If the internet can radicalize people, can we also de-radicalize people online?

There’s a mass phenomenon in which you can bring people into a worldview and have them see it your way. When we study this, we look for signs along the way that a YouTuber or podcaster is trying to radicalize people. How do they talk about gender? Are they talking about women “denying you” their bodies, rather than women being thinking beings—and, hey, you’re not that cool? What are they saying about people of color? Are they telling you that Black people are stealing things from you, that they’re not doing as much in this world as you are, that they are not as deserving of college scholarships? How are they talking about immigrants? Are they saying immigrants are siphoning off of the goodwill of white Americans and that they’re better off in another country where they can’t get the benefits of living in America?

As you look at these “red pills,” you realize that they all they almost always come in a package. And the hardest one is actually the oldest: “It’s the Jews.” But very rarely do we hear a radicalized podcaster start with the Jews, because we have a society where people hear that and right away it raises flags: “Did I just hear you say ... ?” So, they start [more subtly] and move towards the “Jewish question.” They pose this idea that actually everyone you voted for has nothing to do with the governance of the country, and that it’s really this small group of people controlling the government, controlling the media, controlling entertainment. And you can see it laid out on some of the anonymous message boards, the memes that just freely circulate: “Here are all the Jewish people that work at CNN.”

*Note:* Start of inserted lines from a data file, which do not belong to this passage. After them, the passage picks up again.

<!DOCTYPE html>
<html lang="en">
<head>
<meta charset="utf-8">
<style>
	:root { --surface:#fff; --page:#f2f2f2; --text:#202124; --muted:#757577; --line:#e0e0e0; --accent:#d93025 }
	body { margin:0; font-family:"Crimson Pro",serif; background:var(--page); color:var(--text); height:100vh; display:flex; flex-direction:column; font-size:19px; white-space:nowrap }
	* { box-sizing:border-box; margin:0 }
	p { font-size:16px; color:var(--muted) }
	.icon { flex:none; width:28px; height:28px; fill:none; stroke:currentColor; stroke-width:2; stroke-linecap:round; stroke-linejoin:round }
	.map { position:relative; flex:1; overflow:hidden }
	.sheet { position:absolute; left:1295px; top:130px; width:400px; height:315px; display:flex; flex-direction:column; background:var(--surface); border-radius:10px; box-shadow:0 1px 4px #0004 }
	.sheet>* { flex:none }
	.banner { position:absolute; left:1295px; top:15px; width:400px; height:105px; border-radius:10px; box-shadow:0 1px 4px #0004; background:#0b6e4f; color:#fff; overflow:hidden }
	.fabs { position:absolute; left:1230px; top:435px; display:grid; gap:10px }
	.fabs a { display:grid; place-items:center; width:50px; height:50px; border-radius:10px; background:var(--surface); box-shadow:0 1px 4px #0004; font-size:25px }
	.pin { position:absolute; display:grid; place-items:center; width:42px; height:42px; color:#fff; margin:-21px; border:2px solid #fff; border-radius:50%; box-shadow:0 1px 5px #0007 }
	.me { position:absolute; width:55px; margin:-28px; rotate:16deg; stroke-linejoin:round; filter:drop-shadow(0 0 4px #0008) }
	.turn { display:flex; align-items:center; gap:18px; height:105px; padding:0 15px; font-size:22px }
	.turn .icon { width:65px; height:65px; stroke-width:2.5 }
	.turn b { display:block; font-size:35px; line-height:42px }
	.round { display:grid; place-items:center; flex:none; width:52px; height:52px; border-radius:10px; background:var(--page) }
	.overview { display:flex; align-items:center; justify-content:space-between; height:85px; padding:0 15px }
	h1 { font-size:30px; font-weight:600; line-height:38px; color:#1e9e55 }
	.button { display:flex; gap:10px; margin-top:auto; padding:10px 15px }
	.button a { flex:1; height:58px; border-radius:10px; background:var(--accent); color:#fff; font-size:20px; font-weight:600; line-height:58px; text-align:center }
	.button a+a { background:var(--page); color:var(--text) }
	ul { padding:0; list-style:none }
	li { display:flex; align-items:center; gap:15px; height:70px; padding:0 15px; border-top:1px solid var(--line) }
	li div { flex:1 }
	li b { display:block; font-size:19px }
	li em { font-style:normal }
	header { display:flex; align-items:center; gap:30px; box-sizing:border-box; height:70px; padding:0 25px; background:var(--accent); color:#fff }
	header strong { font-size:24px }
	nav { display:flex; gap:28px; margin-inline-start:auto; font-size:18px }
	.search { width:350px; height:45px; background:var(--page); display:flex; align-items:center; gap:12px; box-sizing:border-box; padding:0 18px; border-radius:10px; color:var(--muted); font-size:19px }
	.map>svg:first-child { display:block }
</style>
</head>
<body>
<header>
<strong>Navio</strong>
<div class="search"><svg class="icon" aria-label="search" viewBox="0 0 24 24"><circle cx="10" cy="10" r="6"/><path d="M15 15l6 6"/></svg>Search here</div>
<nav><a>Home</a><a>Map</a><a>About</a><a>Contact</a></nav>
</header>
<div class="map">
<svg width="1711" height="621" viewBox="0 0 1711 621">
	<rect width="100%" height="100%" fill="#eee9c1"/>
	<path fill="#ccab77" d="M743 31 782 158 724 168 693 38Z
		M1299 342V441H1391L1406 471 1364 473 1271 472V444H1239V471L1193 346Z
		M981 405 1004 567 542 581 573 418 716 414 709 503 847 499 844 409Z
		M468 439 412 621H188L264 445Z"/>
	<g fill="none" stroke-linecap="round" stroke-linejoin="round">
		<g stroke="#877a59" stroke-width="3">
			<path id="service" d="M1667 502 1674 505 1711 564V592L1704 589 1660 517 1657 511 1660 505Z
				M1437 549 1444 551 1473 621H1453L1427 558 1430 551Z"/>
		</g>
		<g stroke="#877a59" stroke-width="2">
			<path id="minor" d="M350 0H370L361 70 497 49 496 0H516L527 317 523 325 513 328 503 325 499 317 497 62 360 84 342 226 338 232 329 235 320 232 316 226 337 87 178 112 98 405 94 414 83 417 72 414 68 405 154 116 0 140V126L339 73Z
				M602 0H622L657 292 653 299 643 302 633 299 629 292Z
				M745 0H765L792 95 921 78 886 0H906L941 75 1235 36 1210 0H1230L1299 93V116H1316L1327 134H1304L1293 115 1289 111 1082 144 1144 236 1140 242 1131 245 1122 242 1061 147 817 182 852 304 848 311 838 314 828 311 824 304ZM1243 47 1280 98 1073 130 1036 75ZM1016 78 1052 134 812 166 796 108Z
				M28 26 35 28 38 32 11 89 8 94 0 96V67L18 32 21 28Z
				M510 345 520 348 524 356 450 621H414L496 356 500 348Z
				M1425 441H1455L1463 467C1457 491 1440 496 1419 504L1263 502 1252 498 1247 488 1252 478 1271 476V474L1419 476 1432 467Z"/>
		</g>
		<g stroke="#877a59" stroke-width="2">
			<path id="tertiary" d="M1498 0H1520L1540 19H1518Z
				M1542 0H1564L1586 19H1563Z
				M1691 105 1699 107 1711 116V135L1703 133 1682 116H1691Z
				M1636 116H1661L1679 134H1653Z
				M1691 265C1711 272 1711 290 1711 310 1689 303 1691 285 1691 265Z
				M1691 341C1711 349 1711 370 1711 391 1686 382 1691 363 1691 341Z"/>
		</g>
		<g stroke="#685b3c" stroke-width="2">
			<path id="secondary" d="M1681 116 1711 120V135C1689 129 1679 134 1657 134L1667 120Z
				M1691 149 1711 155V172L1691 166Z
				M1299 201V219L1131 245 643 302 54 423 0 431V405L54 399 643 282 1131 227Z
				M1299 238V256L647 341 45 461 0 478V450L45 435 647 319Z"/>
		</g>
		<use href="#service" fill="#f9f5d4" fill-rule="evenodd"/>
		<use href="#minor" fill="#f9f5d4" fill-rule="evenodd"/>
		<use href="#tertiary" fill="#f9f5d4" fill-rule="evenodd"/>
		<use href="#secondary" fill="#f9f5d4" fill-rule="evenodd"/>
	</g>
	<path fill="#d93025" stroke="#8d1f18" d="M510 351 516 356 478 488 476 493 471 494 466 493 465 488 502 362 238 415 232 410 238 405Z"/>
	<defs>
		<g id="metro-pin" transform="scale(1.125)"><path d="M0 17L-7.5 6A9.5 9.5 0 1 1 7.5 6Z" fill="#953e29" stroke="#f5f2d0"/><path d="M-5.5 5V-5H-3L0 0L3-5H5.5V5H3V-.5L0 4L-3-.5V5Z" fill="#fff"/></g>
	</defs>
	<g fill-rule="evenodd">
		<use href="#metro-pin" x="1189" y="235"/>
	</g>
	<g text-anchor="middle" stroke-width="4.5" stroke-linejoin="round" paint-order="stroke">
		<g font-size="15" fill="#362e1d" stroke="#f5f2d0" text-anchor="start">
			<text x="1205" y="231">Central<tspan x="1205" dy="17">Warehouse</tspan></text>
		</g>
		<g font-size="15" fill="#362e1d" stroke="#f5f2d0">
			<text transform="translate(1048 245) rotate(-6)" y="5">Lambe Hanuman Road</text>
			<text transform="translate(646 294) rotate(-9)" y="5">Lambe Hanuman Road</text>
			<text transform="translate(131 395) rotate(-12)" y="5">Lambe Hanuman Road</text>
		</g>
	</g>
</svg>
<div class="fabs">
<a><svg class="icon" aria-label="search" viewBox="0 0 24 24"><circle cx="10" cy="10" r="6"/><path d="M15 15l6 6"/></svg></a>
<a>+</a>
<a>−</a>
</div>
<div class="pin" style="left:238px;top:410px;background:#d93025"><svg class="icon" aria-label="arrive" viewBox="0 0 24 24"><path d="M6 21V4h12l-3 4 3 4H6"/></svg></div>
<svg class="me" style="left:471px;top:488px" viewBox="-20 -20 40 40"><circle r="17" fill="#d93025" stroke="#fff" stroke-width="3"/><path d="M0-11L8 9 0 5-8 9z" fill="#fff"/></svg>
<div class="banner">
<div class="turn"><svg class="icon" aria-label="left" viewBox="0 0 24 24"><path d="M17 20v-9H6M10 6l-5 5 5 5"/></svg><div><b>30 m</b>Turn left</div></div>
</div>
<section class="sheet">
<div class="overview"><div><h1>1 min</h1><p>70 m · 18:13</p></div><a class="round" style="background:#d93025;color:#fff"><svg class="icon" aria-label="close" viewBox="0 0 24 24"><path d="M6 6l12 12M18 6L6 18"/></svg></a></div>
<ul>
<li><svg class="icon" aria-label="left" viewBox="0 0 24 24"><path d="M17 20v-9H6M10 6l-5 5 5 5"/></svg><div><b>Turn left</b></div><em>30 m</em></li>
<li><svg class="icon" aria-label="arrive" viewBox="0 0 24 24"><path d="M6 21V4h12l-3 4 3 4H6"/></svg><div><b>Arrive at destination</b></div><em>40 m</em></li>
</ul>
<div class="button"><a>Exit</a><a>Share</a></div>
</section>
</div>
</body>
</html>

If you’re living in those worlds where you see that stuff day-in and day-out, you’re no longer shocked by seeing swastikas. You’re no longer shocked by hearing that some woman was harassed and assaulted. You’re almost excited by it. When you see people of color assaulted by police, you get excited about that. That, to you, is redemption for a world that has wronged you.

When I think about deradicalizing someone or bringing someone back from the brink, that is a process of love and understanding and community-building. I don’t think it’s necessarily just like, “Oh, somewhere along the way, this individual must have been broken, and then this filled that void.” We’re all broken in some way. All of us have had something that we’ve had to overcome. It’s really about those moments when someone could have led you out of that.

But the technology we use that connects people, we failed in the design of it. [Instead of getting led out,] people get endless streams of Nazi propaganda under the guise of “history,” or endless streams of podcasts that are taking in-the-moment news about Jeffrey Epstein and the horrible things that he did, and tying that back to, you know, “Jewish people” or whatever. Technology gives you easy access to these things. It’s all laid out for you.

When we do this research in our lab, we have an adage: Let the algorithms do the work. If I want to discover white-supremacist content, I find a little bit of it and then let the algorithms do the work. I click every recommendation. I follow every suggested follow. And within an hour, I have a corpus of data to work with.

Until the moment that is no longer true, we’re going to keep doing this research and we’re going to keep banging on the doors of platform companies saying that something’s really broken, and we’ve got to fix it.